Joseph Gantman, Emmy-Winning Producer on 'Mission: Impossible,' Dies at 95
He also worked on such other shows as 'Hawaii Five-O,' 'Voyage to the Bottom of the Sea' and 'The Dukes of Hazzard.'
Joseph Gantman, who won the outstanding drama series Emmy Award in consecutive years for producing Mission: Impossible, has died. He was 95.
Gantman died Dec. 26 in Santa Monica, his daughter Nina confirmed to The Hollywood Reporter.
Gantman also produced episodes of The Man From U.N.C.L.E. (the 1964 pilot), Voyage to the Bottom of the Sea, Young Dr. Kildare, Movin' On — a series about big-rig truckers that starred Claude Akins — and The Dukes of Hazzard.
He produced all but one of the 53 episodes of CBS' Mission: Impossible during its first two seasons, after which it was named best drama in 1967 and 1968.
Hired by M:I creator Bruce Geller, Gantman had brought with him two writers he worked with on Voyage to the Bottom of the Sea: William Read Woodfield and Allan Balter, experts in organized crime and magic tricks, respectively.

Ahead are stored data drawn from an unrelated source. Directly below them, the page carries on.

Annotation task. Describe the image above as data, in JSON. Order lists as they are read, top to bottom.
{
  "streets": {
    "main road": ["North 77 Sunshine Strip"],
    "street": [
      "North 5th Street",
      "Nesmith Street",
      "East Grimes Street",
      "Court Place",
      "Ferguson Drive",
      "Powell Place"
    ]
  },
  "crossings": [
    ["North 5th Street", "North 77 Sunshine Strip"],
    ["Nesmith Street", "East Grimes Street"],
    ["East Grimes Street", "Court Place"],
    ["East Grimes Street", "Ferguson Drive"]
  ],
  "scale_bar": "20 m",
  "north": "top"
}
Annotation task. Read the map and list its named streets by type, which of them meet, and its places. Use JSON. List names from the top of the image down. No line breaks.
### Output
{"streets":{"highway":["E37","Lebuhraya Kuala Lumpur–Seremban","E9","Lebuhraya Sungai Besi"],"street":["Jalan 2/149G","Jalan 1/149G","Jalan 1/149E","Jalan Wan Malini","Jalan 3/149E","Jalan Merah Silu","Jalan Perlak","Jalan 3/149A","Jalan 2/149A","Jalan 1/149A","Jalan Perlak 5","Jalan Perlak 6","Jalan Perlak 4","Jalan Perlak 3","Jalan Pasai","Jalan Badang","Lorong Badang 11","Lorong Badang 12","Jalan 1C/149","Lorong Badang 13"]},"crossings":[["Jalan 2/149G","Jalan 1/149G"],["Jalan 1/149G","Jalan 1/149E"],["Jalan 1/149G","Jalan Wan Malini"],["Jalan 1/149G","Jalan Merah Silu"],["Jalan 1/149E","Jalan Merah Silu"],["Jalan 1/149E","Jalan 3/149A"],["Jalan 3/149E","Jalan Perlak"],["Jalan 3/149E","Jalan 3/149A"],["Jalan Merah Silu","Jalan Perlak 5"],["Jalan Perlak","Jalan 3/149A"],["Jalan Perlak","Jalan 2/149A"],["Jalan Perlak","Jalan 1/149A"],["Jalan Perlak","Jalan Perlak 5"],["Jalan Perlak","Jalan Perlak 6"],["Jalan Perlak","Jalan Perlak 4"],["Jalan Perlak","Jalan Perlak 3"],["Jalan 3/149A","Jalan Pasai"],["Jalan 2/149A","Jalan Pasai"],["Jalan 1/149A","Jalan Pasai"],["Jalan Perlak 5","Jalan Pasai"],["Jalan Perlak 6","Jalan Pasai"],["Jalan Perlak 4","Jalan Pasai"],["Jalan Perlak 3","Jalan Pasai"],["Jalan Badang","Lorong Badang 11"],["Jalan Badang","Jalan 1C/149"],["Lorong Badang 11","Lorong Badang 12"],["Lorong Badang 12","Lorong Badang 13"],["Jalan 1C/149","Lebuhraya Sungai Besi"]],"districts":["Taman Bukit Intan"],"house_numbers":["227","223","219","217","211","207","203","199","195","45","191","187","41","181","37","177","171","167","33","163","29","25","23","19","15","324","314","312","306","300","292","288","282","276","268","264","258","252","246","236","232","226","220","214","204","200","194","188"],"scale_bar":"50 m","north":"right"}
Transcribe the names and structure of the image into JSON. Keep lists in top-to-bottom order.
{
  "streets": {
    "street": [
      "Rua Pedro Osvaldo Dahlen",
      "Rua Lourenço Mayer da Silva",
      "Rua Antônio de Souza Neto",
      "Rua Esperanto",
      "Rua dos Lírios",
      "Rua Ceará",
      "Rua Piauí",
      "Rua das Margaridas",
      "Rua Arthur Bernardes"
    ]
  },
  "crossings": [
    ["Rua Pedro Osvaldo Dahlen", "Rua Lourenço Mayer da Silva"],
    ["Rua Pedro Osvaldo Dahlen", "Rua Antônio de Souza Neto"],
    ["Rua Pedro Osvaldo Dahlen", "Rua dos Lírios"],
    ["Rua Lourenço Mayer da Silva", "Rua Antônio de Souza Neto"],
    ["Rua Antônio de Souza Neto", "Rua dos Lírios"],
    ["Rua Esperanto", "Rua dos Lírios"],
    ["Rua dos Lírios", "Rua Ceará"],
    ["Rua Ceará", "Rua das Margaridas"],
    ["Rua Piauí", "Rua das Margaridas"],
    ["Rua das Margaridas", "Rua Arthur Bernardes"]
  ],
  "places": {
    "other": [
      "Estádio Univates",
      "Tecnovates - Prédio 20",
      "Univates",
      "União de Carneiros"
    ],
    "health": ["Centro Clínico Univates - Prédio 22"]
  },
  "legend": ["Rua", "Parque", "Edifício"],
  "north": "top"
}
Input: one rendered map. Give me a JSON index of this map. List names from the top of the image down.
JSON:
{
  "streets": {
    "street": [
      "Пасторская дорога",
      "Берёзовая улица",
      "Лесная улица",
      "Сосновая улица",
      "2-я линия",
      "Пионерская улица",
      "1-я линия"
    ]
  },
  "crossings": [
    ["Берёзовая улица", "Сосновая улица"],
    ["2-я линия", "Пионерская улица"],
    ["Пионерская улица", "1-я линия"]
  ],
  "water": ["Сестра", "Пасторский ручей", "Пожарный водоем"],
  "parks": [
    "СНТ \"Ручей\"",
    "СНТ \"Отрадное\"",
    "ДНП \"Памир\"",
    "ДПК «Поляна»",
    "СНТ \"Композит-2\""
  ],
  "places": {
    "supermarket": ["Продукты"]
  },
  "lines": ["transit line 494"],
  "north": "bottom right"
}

Gantman then segued to Hawaii Five-O, producing that CBS drama during its first season.
Born on April 5, 1922, Gantman went to Fairfax High School in Los Angeles, enlisted in the U.S. Marine Corps, graduated from UCLA and attended the Yale School of Drama.
He began his TV career in 1954 as an assistant on the CBS series Mama, starring Peggy Wood and Dick Van Patten, and served as an associate producer on the anthology series Studio One in Hollywood starting in 1958. Gantman then worked on The Defenders and General Electric Theater, among other programs.
Gantman met his future wife, Lucile Nudelman, while he was a member of the famed Circle Theater in Hollywood. They were married from 1949 until her death in 1987.
Survivors include his children Nick, Nina and Amy; grandchildren David, Anna, Lucy, Elizabeth and Benjamin; great-grandson Zane; sister Betty; and his partner, Florence, and her daughter, Maya.